ABOUT THIS TASK: Once the records below have been read, copy them all out exactly.

WORKING DATA:
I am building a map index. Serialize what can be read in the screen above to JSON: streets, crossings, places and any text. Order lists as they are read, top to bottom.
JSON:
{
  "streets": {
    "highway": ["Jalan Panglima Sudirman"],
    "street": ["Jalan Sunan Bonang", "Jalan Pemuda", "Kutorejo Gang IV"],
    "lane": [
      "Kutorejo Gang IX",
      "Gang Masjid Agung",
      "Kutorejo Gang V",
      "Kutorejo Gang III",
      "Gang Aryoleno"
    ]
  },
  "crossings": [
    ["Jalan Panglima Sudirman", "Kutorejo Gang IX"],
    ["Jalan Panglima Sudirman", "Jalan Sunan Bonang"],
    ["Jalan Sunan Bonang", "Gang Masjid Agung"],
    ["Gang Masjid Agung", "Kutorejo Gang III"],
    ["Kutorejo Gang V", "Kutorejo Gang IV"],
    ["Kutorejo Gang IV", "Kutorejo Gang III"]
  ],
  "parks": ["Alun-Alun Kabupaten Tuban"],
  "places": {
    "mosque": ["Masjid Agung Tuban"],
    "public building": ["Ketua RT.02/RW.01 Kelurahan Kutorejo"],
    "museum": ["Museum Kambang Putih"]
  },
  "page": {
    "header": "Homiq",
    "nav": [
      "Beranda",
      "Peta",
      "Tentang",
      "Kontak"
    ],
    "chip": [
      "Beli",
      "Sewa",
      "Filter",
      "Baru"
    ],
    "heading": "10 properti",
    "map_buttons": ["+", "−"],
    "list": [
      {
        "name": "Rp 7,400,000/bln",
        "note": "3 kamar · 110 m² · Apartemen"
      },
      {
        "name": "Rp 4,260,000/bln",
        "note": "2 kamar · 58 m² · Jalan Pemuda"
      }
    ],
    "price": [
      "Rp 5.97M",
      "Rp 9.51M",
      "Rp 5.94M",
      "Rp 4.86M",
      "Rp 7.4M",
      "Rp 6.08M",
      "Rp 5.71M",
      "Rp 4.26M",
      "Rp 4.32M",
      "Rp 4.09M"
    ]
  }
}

ANSWER BOX:
I am building a map index. Serialize what can be read in the screen above to JSON: streets, crossings, places and any text. Order lists as they are read, top to bottom.
JSON:
{
  "streets": {
    "highway": ["Jalan Panglima Sudirman"],
    "street": ["Jalan Sunan Bonang", "Jalan Pemuda", "Kutorejo Gang IV"],
    "lane": [
      "Kutorejo Gang IX",
      "Gang Masjid Agung",
      "Kutorejo Gang V",
      "Kutorejo Gang III",
      "Gang Aryoleno"
    ]
  },
  "crossings": [
    ["Jalan Panglima Sudirman", "Kutorejo Gang IX"],
    ["Jalan Panglima Sudirman", "Jalan Sunan Bonang"],
    ["Jalan Sunan Bonang", "Gang Masjid Agung"],
    ["Gang Masjid Agung", "Kutorejo Gang III"],
    ["Kutorejo Gang V", "Kutorejo Gang IV"],
    ["Kutorejo Gang IV", "Kutorejo Gang III"]
  ],
  "parks": ["Alun-Alun Kabupaten Tuban"],
  "places": {
    "mosque": ["Masjid Agung Tuban"],
    "public building": ["Ketua RT.02/RW.01 Kelurahan Kutorejo"],
    "museum": ["Museum Kambang Putih"]
  },
  "page": {
    "header": "Homiq",
    "nav": [
      "Beranda",
      "Peta",
      "Tentang",
      "Kontak"
    ],
    "chip": [
      "Beli",
      "Sewa",
      "Filter",
      "Baru"
    ],
    "heading": "10 properti",
    "map_buttons": ["+", "−"],
    "list": [
      {
        "name": "Rp 7,400,000/bln",
        "note": "3 kamar · 110 m² · Apartemen"
      },
      {
        "name": "Rp 4,260,000/bln",
        "note": "2 kamar · 58 m² · Jalan Pemuda"
      }
    ],
    "price": [
      "Rp 5.97M",
      "Rp 9.51M",
      "Rp 5.94M",
      "Rp 4.86M",
      "Rp 7.4M",
      "Rp 6.08M",
      "Rp 5.71M",
      "Rp 4.26M",
      "Rp 4.32M",
      "Rp 4.09M"
    ]
  }
}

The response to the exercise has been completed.